[Stored entries]
******************************

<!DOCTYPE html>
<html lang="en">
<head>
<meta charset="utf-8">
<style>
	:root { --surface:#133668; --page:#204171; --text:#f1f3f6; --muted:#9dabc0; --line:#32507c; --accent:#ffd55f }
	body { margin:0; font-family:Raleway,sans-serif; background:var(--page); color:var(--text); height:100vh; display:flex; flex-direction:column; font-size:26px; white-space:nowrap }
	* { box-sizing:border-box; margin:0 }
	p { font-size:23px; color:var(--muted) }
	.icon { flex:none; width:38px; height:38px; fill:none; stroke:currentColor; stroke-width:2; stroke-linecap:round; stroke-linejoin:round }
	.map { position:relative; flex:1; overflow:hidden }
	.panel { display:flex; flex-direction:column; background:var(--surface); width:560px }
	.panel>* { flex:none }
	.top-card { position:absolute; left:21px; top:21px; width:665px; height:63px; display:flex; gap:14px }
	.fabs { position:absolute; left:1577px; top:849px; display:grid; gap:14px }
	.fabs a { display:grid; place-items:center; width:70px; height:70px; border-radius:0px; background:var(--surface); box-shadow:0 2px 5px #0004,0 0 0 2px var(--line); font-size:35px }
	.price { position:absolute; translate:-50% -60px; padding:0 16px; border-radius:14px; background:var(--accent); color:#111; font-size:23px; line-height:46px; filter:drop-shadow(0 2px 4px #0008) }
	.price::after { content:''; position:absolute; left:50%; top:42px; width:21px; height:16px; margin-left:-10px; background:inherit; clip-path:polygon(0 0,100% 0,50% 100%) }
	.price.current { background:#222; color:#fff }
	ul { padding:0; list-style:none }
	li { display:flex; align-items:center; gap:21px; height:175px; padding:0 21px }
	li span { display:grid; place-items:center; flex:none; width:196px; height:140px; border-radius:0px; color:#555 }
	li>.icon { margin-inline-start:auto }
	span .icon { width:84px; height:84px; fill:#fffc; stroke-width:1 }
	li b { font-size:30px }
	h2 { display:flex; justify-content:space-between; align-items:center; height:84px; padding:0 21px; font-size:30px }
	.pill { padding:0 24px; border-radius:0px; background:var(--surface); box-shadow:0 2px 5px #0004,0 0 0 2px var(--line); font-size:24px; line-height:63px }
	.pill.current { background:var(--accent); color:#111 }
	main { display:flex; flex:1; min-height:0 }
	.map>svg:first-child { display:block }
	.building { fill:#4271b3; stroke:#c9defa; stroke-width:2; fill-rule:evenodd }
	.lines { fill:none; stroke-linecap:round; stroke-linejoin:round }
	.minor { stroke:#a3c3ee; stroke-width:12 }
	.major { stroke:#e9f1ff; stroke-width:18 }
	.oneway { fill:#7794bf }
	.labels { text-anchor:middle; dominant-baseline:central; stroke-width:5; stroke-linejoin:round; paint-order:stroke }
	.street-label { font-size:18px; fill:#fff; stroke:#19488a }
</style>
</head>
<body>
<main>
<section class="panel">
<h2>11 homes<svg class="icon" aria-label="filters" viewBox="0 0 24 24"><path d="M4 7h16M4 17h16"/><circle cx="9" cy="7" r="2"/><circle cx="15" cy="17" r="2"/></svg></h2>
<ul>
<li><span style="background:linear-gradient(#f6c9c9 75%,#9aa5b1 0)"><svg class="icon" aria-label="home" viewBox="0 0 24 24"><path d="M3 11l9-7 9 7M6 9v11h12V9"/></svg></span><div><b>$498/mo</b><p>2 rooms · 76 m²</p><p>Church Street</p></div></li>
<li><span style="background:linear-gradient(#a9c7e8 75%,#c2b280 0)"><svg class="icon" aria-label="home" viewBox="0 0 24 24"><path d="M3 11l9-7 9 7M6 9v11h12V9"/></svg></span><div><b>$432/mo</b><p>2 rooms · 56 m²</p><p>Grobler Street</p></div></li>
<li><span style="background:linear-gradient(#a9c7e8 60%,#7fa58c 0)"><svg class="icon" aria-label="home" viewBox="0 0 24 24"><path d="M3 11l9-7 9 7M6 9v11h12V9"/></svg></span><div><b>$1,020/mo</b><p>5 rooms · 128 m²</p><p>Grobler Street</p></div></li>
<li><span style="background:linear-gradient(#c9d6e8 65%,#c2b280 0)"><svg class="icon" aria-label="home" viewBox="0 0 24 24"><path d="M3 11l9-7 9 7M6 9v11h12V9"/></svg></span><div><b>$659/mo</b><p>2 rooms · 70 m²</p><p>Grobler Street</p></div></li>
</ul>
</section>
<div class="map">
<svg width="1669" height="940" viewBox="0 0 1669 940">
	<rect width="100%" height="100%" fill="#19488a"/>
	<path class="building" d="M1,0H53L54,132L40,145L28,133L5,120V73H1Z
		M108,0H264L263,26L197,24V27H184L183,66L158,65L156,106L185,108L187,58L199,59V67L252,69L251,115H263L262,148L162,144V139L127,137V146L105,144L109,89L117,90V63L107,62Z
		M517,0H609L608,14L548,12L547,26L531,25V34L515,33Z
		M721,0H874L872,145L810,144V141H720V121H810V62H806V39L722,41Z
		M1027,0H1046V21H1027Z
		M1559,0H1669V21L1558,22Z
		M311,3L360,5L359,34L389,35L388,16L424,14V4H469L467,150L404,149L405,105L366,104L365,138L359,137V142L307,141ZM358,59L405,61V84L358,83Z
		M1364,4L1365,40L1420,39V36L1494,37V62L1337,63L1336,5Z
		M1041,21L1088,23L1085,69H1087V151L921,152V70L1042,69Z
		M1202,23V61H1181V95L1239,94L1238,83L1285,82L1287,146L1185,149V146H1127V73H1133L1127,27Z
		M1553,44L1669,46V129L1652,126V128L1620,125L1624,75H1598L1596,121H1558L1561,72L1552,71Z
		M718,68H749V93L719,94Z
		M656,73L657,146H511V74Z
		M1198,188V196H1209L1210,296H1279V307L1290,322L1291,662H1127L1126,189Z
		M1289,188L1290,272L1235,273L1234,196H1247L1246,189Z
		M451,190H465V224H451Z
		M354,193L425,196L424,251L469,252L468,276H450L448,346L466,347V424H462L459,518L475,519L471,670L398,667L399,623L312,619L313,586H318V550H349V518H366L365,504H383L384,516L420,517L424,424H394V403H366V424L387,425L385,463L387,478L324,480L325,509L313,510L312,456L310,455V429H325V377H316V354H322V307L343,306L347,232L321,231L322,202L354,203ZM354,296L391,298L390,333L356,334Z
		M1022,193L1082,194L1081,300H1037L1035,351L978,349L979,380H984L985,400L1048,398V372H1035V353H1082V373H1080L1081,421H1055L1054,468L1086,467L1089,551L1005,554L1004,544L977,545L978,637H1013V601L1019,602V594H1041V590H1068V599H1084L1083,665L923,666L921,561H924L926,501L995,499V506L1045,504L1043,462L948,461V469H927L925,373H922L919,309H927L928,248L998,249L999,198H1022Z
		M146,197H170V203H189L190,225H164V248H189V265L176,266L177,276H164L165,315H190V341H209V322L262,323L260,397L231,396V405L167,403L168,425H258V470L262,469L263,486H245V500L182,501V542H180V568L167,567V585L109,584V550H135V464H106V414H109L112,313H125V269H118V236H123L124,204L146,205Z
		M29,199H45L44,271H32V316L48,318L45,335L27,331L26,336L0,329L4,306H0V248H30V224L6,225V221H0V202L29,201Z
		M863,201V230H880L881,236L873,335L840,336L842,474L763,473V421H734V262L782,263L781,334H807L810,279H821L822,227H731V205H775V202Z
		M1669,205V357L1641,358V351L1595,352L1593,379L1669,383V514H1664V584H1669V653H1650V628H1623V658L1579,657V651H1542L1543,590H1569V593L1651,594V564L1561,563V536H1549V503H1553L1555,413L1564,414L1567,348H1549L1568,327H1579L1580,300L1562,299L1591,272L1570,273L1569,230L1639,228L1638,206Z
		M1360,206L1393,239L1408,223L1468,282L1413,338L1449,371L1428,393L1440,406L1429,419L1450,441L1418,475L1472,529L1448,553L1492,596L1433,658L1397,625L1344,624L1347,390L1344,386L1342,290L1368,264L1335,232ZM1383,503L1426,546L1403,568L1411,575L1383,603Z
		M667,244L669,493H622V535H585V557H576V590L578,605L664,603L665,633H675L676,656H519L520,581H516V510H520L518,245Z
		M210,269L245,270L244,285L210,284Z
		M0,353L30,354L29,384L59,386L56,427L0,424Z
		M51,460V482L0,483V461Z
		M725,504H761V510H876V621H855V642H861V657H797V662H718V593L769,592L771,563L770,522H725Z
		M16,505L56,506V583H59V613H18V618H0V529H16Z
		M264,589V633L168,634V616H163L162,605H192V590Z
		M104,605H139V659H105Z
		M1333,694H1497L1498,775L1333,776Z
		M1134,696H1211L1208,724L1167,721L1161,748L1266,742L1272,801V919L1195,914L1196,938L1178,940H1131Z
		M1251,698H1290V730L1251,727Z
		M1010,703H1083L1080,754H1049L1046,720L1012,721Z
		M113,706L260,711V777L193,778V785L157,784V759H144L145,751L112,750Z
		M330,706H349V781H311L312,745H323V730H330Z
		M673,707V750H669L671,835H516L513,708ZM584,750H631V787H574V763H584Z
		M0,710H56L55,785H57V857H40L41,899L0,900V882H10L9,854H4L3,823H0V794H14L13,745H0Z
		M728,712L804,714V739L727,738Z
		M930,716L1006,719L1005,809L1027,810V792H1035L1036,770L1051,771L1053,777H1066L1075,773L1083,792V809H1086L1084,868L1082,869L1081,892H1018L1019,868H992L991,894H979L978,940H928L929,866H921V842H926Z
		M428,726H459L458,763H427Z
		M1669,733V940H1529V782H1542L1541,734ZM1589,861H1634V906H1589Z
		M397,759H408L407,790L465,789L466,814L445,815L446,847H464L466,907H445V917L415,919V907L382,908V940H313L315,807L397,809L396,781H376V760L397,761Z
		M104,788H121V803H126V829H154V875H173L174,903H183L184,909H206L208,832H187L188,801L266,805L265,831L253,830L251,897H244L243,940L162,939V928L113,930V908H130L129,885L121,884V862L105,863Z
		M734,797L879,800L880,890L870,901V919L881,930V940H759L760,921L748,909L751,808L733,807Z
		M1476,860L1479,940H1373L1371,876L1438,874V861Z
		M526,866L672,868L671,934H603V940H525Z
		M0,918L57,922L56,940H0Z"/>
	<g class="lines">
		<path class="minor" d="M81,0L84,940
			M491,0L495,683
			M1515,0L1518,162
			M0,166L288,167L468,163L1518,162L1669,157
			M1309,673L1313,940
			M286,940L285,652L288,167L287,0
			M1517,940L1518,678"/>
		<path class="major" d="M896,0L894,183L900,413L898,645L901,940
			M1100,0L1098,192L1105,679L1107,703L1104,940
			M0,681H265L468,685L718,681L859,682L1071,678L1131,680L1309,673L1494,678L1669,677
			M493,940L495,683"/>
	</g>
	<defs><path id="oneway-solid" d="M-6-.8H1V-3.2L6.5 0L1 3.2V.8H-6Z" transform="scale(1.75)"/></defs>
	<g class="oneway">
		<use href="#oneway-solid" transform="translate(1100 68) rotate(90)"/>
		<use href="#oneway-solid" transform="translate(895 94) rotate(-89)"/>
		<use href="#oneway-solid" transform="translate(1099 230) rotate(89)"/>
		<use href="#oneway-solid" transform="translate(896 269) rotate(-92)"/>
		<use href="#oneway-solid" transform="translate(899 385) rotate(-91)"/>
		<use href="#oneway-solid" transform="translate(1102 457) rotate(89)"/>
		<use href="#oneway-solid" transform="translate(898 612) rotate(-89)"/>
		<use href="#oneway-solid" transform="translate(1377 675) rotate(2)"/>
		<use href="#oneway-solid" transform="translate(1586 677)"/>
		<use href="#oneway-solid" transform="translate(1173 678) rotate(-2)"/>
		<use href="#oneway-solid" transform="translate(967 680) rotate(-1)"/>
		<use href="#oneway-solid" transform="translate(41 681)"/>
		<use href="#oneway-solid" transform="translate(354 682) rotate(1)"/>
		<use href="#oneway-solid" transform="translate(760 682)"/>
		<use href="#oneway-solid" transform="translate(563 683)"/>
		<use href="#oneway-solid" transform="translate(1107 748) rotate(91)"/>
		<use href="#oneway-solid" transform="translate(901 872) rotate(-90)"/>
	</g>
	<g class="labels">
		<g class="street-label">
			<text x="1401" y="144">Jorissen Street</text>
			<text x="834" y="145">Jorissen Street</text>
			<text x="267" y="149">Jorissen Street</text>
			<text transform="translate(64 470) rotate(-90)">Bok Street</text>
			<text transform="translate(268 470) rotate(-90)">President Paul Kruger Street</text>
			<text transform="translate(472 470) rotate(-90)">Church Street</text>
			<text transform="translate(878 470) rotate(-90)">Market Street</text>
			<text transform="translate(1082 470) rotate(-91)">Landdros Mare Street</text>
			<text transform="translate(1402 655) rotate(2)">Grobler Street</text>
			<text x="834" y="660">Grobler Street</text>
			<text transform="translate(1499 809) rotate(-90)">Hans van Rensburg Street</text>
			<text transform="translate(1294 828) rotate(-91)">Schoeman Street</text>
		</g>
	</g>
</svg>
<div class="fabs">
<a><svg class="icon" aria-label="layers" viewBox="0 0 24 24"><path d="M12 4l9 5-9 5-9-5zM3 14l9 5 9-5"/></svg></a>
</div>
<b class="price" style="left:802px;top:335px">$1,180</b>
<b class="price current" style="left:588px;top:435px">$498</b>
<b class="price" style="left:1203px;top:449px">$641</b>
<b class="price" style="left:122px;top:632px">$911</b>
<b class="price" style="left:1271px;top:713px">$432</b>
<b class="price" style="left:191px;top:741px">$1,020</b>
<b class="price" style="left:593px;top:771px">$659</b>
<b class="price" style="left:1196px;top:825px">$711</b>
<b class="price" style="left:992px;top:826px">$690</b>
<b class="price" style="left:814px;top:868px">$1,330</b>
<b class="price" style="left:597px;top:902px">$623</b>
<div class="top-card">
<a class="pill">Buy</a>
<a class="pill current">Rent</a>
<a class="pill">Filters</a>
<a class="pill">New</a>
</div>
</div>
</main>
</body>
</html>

******************************

YOUR OBJECTIVE »
Write out each line of the data that holds the string "body".

ANSWER FOR THE TASK »
	body { margin:0; font-family:Raleway,sans-serif; background:var(--page); color:var(--text); height:100vh; display:flex; flex-direction:column; font-size:26px; white-space:nowrap }
<body>
</body>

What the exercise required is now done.